Crone of Coconut Court: A Paranormal Women's Fiction Novel (Dead & Breakfast Book 2) by Gabrielle Keyes

Crone of Coconut Court: A Paranormal Women's Fiction Novel (Dead & Breakfast Book 2) by Gabrielle Keyes

Author:Gabrielle Keyes [Keyes, Gabrielle]
Language: eng
Format: epub
Publisher: Alienhead Press
Published: 2021-11-19T05:00:00+00:00


13

There were other dancers. Not just Josephine. About eight in total. All young women, none older than twenty, ranging from white to Black to Latina maybe? All I knew was that I watched them from the balcony, as they sat astride their chairs onstage, stockinged legs wide apart, feathers covering their upper torsos, tipping their hats to the male audience. Coins and roses flew into hats, as cheers of admiration filled the theater.

I was dreaming. I had to be. I couldn’t remember getting out of bed, walking into the closet, or moving through the portal, yet here I was.
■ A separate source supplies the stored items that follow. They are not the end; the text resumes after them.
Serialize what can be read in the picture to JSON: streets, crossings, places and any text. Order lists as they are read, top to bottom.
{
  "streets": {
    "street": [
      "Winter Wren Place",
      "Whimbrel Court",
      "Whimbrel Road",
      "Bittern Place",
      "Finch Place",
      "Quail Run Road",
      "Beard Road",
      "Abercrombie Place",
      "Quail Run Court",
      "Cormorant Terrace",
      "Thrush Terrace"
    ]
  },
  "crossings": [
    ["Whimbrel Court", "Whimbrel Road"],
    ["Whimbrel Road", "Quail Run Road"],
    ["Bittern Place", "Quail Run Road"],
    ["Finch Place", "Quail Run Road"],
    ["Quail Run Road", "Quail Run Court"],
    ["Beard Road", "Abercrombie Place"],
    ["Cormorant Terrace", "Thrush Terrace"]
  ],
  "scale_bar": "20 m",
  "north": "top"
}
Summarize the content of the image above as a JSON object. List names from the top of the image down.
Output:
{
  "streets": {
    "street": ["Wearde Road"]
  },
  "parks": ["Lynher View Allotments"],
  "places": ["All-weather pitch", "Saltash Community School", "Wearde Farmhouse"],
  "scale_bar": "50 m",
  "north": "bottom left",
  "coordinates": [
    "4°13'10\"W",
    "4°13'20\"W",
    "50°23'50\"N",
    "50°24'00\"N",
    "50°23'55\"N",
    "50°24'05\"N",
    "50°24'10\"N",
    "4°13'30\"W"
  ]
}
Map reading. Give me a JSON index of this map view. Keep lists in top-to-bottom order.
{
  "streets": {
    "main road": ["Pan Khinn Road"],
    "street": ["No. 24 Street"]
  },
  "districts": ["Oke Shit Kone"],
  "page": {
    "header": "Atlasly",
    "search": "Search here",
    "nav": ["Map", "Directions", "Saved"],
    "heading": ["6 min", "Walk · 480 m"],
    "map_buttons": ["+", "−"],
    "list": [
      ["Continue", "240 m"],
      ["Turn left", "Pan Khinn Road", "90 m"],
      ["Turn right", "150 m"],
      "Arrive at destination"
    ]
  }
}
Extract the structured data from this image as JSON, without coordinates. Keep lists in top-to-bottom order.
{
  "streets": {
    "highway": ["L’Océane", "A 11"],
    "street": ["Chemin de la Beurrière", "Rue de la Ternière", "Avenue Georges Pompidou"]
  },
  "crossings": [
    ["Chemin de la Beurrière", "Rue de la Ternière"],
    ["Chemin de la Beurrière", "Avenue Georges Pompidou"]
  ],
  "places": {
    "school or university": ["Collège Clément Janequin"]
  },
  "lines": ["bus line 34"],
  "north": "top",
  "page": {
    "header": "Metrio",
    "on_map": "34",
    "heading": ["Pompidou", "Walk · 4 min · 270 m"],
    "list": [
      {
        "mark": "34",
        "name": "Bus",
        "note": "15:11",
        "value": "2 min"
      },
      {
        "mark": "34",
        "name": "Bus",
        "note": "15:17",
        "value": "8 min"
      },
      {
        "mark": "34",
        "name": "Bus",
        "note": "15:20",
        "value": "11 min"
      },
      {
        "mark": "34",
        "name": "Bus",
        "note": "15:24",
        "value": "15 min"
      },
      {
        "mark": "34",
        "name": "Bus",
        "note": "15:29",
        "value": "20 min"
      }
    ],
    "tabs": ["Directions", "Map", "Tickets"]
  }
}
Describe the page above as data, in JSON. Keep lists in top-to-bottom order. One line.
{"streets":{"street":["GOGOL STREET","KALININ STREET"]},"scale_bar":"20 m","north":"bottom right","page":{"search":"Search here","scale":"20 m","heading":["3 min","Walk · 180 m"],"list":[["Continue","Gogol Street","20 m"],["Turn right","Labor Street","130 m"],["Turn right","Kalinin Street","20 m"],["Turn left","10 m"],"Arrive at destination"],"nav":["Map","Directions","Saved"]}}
I seemed to remember going to sleep early after an exhausting day. After the kid next door hurt my mind by challenging my beliefs, I’d taken melatonin to help me get to sleep faster.

Each of these girls, same age as my daughters, worked their asses off for coin. Part of me applauded them, while part of me wanted to cover them with shawls and give them money for college. Times were different then, sure, but even today, women exploited their beauty to make it through life. The more everything changed, the more it stayed the same.

The back balcony row had a few empty seats, and there, two men in bowler hats with thick mustaches sat dourly ignoring the show, leaning into each other, deep in discussion. Why come out all this way and pay for a ticket if not to cheer the ladies on? I wanted to flick them for being rude. Standing in the shadows, watching the theater erupt into roaring applause, listening to the old-timey music, I again felt like I was observing through a sheet of glass, like my gaze was not my own.

Feet. Look down at your feet.

I wasn’t sure who was telling me this, but I did.

Like last time, they were tiny—a child’s feet in rich, honey tones and baby soft skin. It wasn’t me. I was in someone else’s body, standing in the shadows, holding one of the old, composite doll in the crook of my left arm. I glanced at the men, so deep in discussion. I wanted them to pay attention to the show. I didn’t care for the way they looked, nor the way they pointed to the ceiling or other areas of the theater, completely in their own world of men’s discussions.

I shifted in the shadows, and again, the men noticed me as they had last dream, except this time, they stood from their seats and moved toward me, whites of their eyes focused. “Get her,” one said, intent on reaching me, but I knew the secret passageway back to the house, back to my room, and they didn’t. Even if they did, they wouldn’t fit if they tried.

I didn’t know why they wanted to capture me, but I knew they didn’t like me or my mother, the star of the show, the reason they’d come. Or was she? Why were they here anyway, if not to watch her performance?

Good thing I was tiny and could outrun, outmaneuver, them.